= EXERCISE =
The required answer is each line in the entries below where "column" occurs.

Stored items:

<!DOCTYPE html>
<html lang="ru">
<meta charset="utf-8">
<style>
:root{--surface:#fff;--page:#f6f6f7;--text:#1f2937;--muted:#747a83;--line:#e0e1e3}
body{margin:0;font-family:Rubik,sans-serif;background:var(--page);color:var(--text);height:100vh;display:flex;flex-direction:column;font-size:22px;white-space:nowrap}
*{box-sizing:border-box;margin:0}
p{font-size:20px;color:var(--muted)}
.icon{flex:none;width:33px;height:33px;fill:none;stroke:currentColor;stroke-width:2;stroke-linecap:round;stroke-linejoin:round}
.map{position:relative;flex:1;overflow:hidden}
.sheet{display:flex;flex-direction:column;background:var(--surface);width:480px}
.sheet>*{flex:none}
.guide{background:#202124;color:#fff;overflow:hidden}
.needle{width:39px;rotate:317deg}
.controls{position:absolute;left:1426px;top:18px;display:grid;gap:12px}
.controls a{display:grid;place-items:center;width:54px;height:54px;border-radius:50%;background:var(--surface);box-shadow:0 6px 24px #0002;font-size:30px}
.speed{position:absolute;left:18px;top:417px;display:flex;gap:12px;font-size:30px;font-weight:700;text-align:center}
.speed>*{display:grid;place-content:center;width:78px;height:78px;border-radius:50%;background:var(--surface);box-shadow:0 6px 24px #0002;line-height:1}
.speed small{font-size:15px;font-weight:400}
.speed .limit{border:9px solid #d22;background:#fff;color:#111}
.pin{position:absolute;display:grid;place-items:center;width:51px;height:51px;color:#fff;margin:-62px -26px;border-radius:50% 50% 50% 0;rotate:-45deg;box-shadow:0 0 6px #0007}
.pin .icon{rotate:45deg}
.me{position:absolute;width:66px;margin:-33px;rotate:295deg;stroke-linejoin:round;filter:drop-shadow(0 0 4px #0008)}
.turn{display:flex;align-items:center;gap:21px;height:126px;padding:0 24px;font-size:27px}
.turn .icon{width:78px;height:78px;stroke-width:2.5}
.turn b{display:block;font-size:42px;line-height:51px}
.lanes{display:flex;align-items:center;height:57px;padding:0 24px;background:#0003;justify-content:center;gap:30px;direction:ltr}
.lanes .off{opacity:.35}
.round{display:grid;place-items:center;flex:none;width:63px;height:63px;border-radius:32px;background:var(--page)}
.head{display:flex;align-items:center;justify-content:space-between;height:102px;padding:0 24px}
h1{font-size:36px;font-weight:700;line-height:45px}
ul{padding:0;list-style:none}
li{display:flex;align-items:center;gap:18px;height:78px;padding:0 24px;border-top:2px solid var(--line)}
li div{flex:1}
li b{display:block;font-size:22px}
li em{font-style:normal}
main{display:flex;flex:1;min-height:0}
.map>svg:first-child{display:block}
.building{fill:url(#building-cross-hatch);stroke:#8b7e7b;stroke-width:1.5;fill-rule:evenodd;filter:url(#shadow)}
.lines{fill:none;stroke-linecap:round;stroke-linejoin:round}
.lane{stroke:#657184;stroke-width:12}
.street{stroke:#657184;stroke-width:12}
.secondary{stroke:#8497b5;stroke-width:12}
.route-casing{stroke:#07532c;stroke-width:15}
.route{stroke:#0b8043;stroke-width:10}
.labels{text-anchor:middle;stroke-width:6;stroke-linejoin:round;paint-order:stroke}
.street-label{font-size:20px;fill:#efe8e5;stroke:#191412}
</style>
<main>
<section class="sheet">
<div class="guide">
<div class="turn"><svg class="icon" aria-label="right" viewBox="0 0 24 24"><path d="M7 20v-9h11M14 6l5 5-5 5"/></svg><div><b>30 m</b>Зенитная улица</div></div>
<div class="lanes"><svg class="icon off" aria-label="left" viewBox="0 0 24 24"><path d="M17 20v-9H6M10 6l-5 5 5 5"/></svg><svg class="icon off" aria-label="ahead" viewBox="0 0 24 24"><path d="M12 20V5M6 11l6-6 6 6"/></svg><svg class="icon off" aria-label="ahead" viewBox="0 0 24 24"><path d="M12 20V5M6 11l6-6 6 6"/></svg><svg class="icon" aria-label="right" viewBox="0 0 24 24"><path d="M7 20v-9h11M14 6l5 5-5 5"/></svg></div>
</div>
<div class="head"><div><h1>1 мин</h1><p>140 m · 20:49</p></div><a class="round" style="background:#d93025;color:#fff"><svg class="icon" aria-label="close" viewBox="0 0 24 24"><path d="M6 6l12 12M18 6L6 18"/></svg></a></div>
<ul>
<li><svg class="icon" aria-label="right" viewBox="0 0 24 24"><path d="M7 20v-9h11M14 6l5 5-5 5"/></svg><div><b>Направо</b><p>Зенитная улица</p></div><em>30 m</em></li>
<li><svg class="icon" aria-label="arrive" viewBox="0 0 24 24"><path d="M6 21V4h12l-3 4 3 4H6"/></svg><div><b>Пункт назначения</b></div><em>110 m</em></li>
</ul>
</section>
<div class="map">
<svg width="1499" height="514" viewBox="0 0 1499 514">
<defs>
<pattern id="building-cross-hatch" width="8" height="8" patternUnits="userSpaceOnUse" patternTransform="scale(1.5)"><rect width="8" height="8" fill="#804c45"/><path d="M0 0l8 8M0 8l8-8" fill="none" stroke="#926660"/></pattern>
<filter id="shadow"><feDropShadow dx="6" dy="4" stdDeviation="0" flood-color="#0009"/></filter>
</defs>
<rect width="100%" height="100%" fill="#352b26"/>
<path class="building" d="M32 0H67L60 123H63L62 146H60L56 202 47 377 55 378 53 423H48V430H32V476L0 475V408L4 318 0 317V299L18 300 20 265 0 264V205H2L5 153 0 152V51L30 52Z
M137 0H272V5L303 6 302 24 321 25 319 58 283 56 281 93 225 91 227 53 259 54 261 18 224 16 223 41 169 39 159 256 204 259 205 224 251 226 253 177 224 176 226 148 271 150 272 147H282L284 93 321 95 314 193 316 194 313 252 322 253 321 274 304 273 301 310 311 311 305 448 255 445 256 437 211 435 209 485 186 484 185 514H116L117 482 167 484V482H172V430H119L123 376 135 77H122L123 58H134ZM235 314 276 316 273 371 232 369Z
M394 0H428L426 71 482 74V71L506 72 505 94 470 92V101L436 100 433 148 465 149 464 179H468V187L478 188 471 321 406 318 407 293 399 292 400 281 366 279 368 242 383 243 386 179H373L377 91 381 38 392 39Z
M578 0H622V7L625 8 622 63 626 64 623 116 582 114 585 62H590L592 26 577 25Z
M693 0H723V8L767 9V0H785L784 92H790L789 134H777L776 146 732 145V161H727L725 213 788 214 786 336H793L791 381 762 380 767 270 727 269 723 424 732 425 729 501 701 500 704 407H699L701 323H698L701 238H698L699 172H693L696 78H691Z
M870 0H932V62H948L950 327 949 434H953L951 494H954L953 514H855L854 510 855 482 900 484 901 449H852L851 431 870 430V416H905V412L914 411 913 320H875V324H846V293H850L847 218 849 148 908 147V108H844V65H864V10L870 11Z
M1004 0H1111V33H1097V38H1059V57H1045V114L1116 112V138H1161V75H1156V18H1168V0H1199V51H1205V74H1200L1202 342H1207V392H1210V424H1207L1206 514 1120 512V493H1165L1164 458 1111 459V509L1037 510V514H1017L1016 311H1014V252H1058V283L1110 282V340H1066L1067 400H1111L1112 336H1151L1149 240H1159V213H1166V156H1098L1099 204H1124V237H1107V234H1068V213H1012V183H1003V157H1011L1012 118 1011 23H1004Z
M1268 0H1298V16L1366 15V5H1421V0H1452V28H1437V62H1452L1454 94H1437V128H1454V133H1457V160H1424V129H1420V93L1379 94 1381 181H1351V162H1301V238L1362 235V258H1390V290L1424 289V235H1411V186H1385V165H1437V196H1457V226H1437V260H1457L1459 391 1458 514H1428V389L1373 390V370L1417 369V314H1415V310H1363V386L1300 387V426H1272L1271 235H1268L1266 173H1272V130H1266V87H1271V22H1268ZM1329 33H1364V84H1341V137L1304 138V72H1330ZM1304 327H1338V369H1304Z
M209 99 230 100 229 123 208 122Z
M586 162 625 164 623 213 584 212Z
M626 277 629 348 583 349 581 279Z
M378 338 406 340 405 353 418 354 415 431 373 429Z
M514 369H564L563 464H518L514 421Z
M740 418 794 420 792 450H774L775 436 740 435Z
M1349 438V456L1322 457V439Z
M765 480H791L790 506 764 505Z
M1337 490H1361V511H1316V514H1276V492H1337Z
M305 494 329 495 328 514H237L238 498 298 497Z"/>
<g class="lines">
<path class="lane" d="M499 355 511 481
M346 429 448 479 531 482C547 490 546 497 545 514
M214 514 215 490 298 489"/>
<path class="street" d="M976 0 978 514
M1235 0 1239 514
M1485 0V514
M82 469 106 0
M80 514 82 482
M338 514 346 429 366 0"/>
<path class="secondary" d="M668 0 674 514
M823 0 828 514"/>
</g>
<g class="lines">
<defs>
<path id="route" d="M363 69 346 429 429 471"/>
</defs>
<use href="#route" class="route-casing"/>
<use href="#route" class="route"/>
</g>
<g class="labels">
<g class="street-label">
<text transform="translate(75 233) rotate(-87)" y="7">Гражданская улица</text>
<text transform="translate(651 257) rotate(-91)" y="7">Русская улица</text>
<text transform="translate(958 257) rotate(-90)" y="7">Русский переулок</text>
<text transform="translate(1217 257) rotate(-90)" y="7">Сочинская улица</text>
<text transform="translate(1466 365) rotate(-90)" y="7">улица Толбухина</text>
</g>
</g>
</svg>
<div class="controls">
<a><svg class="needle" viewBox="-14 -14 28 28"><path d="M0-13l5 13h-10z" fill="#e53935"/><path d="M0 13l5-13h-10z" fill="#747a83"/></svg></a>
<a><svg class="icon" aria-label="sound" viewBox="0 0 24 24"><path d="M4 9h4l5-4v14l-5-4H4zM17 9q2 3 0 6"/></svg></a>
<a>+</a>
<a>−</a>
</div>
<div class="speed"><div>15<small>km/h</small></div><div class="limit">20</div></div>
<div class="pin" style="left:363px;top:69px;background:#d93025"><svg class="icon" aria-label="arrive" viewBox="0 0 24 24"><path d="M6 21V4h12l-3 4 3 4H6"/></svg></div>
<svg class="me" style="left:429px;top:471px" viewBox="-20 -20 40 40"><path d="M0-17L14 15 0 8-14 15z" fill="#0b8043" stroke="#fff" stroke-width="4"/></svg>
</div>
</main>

= FINISHED TASK =
body{margin:0;font-family:Rubik,sans-serif;background:var(--page);color:var(--text);height:100vh;display:flex;flex-direction:column;font-size:22px;white-space:nowrap}
.sheet{display:flex;flex-direction:column;background:var(--surface);width:480px}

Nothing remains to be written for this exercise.